[Opening GIVEN RECORDS section]
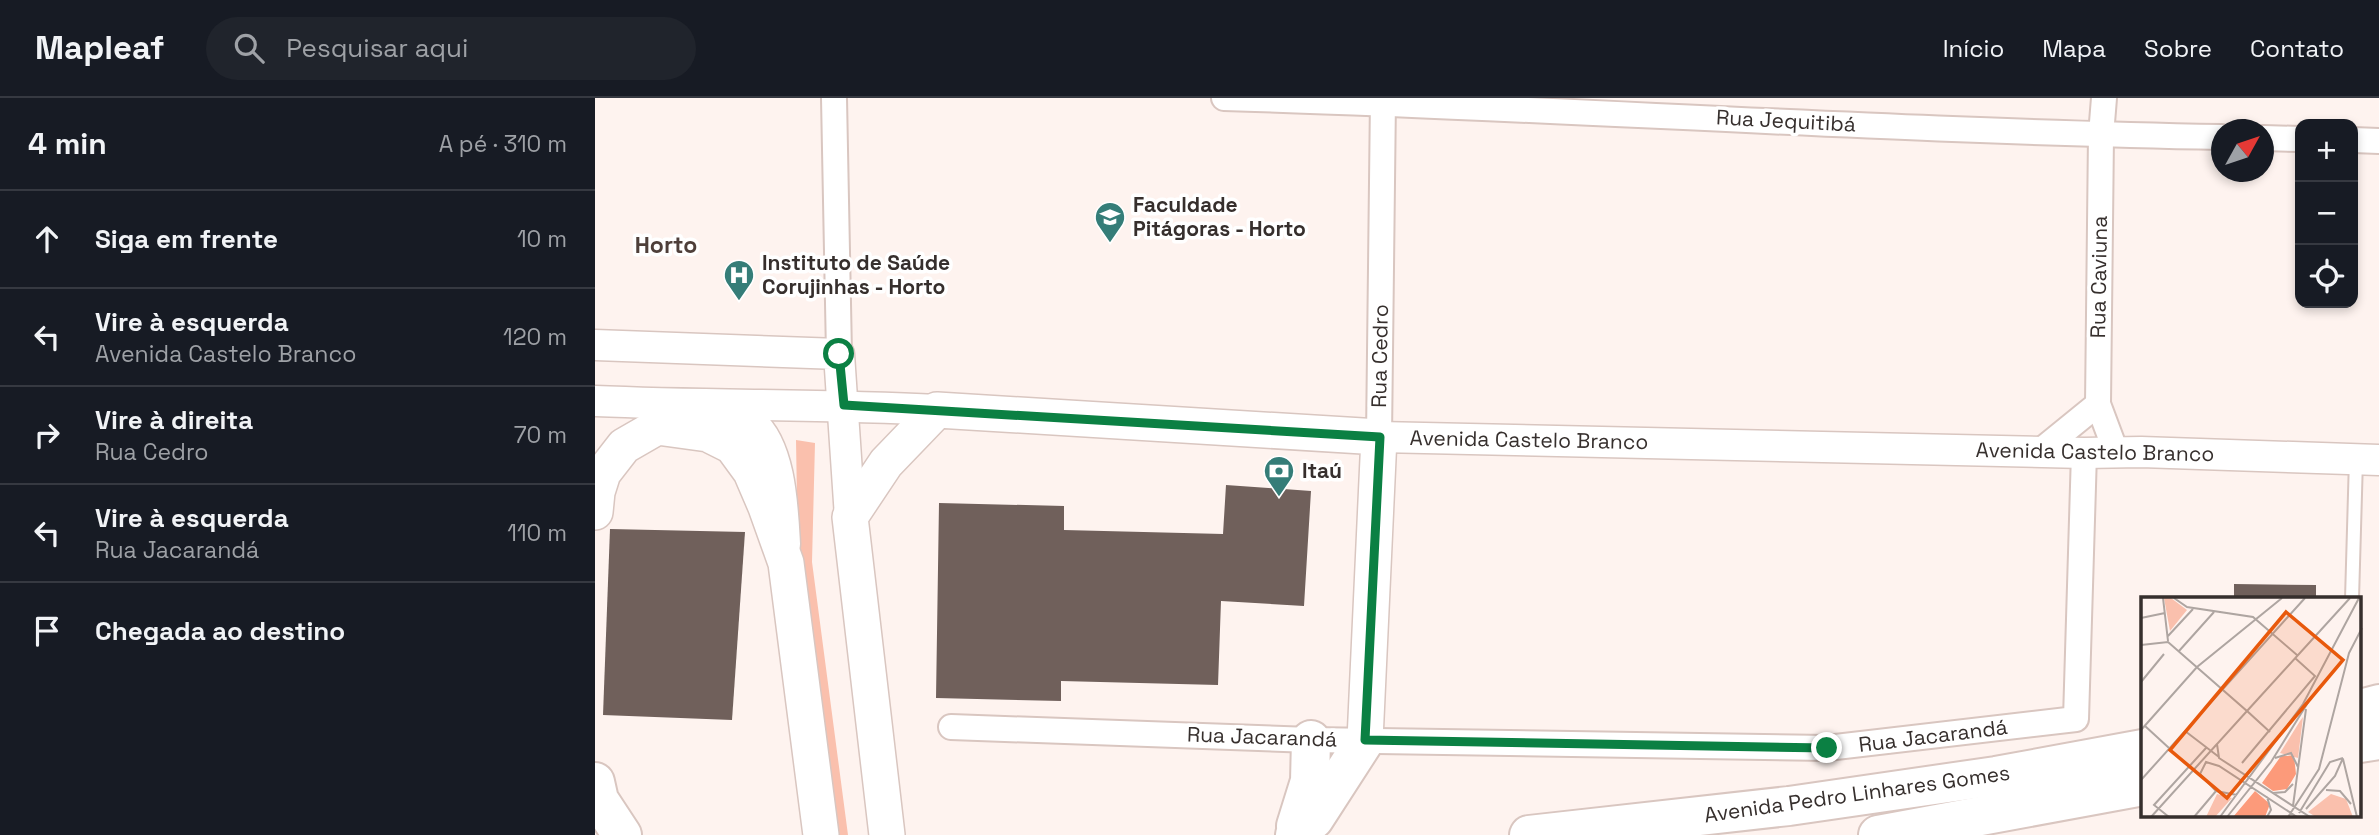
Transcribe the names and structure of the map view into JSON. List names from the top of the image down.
{
  "streets": {
    "highway": ["Avenida Pedro Linhares Gomes"],
    "main road": ["Rua Cedro", "Avenida Castelo Branco"],
    "street": ["Rua Jequitibá", "Rua Caviuna", "Rua Jacarandá"]
  },
  "crossings": [
    ["Rua Jequitibá", "Rua Caviuna"],
    ["Rua Jequitibá", "Rua Cedro"],
    ["Rua Caviuna", "Avenida Castelo Branco"],
    ["Rua Cedro", "Avenida Castelo Branco"],
    ["Rua Cedro", "Rua Jacarandá"],
    ["Avenida Castelo Branco", "Rua Jacarandá"]
  ],
  "districts": ["Horto"],
  "places": {
    "school or university": ["Faculdade Pitágoras - Horto"],
    "hospital": ["Instituto de Saúde Corujinhas - Horto"],
    "bank": ["Itaú"]
  },
  "north": "top right",
  "page": {
    "header": "Mapleaf",
    "search": "Pesquisar aqui",
    "nav": [
      "Início",
      "Mapa",
      "Sobre",
      "Contato"
    ],
    "heading": ["4 min", "A pé · 310 m"],
    "map_buttons": ["+", "−"],
    "list": [
      ["Siga em frente", "10 m"],
      ["Vire à esquerda", "Avenida Castelo Branco", "120 m"],
      ["Vire à direita", "Rua Cedro", "70 m"],
      ["Vire à esquerda", "Rua Jacarandá", "110 m"],
      "Chegada ao destino"
    ]
  }
}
[Closing GIVEN RECORDS section]
- **TASK TO COMPLETE**: All the records above must be retyped exactly, except for their pictures.

- **SOLUTION TO THIS TASK**:
Transcribe the names and structure of the map view into JSON. List names from the top of the image down.
{
  "streets": {
    "highway": ["Avenida Pedro Linhares Gomes"],
    "main road": ["Rua Cedro", "Avenida Castelo Branco"],
    "street": ["Rua Jequitibá", "Rua Caviuna", "Rua Jacarandá"]
  },
  "crossings": [
    ["Rua Jequitibá", "Rua Caviuna"],
    ["Rua Jequitibá", "Rua Cedro"],
    ["Rua Caviuna", "Avenida Castelo Branco"],
    ["Rua Cedro", "Avenida Castelo Branco"],
    ["Rua Cedro", "Rua Jacarandá"],
    ["Avenida Castelo Branco", "Rua Jacarandá"]
  ],
  "districts": ["Horto"],
  "places": {
    "school or university": ["Faculdade Pitágoras - Horto"],
    "hospital": ["Instituto de Saúde Corujinhas - Horto"],
    "bank": ["Itaú"]
  },
  "north": "top right",
  "page": {
    "header": "Mapleaf",
    "search": "Pesquisar aqui",
    "nav": [
      "Início",
      "Mapa",
      "Sobre",
      "Contato"
    ],
    "heading": ["4 min", "A pé · 310 m"],
    "map_buttons": ["+", "−"],
    "list": [
      ["Siga em frente", "10 m"],
      ["Vire à esquerda", "Avenida Castelo Branco", "120 m"],
      ["Vire à direita", "Rua Cedro", "70 m"],
      ["Vire à esquerda", "Rua Jacarandá", "110 m"],
      "Chegada ao destino"
    ]
  }
}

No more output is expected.